The whole of the data is to be duplicated precisely.

_MATERIAL SHOWN_
----

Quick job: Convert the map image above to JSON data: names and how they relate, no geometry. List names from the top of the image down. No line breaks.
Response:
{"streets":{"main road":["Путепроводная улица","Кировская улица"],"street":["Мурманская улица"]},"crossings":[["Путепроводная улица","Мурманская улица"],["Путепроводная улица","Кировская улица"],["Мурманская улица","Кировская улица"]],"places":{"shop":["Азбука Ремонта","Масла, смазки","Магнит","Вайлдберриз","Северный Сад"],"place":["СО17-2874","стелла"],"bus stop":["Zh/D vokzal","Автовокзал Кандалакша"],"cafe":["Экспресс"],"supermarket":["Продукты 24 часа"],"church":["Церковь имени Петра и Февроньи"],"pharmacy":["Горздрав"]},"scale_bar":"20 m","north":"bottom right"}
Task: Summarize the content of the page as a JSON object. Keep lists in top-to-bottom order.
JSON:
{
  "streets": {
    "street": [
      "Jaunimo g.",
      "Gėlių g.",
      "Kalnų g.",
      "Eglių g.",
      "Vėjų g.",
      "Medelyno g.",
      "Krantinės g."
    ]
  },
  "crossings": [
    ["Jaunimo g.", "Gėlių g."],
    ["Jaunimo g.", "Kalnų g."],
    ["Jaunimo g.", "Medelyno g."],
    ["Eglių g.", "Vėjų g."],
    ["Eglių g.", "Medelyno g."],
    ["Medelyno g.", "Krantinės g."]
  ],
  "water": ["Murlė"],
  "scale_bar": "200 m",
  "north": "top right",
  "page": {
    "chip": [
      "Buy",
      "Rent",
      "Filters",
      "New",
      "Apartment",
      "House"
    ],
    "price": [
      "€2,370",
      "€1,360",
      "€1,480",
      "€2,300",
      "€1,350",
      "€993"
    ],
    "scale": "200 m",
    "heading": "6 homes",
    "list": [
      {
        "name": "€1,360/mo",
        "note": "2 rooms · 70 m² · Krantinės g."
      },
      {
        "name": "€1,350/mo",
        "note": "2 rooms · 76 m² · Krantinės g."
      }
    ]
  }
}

----

_PROBLEM SOLUTION_
Quick job: Convert the map image above to JSON data: names and how they relate, no geometry. List names from the top of the image down. No line breaks.
Response:
{"streets":{"main road":["Путепроводная улица","Кировская улица"],"street":["Мурманская улица"]},"crossings":[["Путепроводная улица","Мурманская улица"],["Путепроводная улица","Кировская улица"],["Мурманская улица","Кировская улица"]],"places":{"shop":["Азбука Ремонта","Масла, смазки","Магнит","Вайлдберриз","Северный Сад"],"place":["СО17-2874","стелла"],"bus stop":["Zh/D vokzal","Автовокзал Кандалакша"],"cafe":["Экспресс"],"supermarket":["Продукты 24 часа"],"church":["Церковь имени Петра и Февроньи"],"pharmacy":["Горздрав"]},"scale_bar":"20 m","north":"bottom right"}
Task: Summarize the content of the page as a JSON object. Keep lists in top-to-bottom order.
JSON:
{
  "streets": {
    "street": [
      "Jaunimo g.",
      "Gėlių g.",
      "Kalnų g.",
      "Eglių g.",
      "Vėjų g.",
      "Medelyno g.",
      "Krantinės g."
    ]
  },
  "crossings": [
    ["Jaunimo g.", "Gėlių g."],
    ["Jaunimo g.", "Kalnų g."],
    ["Jaunimo g.", "Medelyno g."],
    ["Eglių g.", "Vėjų g."],
    ["Eglių g.", "Medelyno g."],
    ["Medelyno g.", "Krantinės g."]
  ],
  "water": ["Murlė"],
  "scale_bar": "200 m",
  "north": "top right",
  "page": {
    "chip": [
      "Buy",
      "Rent",
      "Filters",
      "New",
      "Apartment",
      "House"
    ],
    "price": [
      "€2,370",
      "€1,360",
      "€1,480",
      "€2,300",
      "€1,350",
      "€993"
    ],
    "scale": "200 m",
    "heading": "6 homes",
    "list": [
      {
        "name": "€1,360/mo",
        "note": "2 rooms · 70 m² · Krantinės g."
      },
      {
        "name": "€1,350/mo",
        "note": "2 rooms · 76 m² · Krantinės g."
      }
    ]
  }
}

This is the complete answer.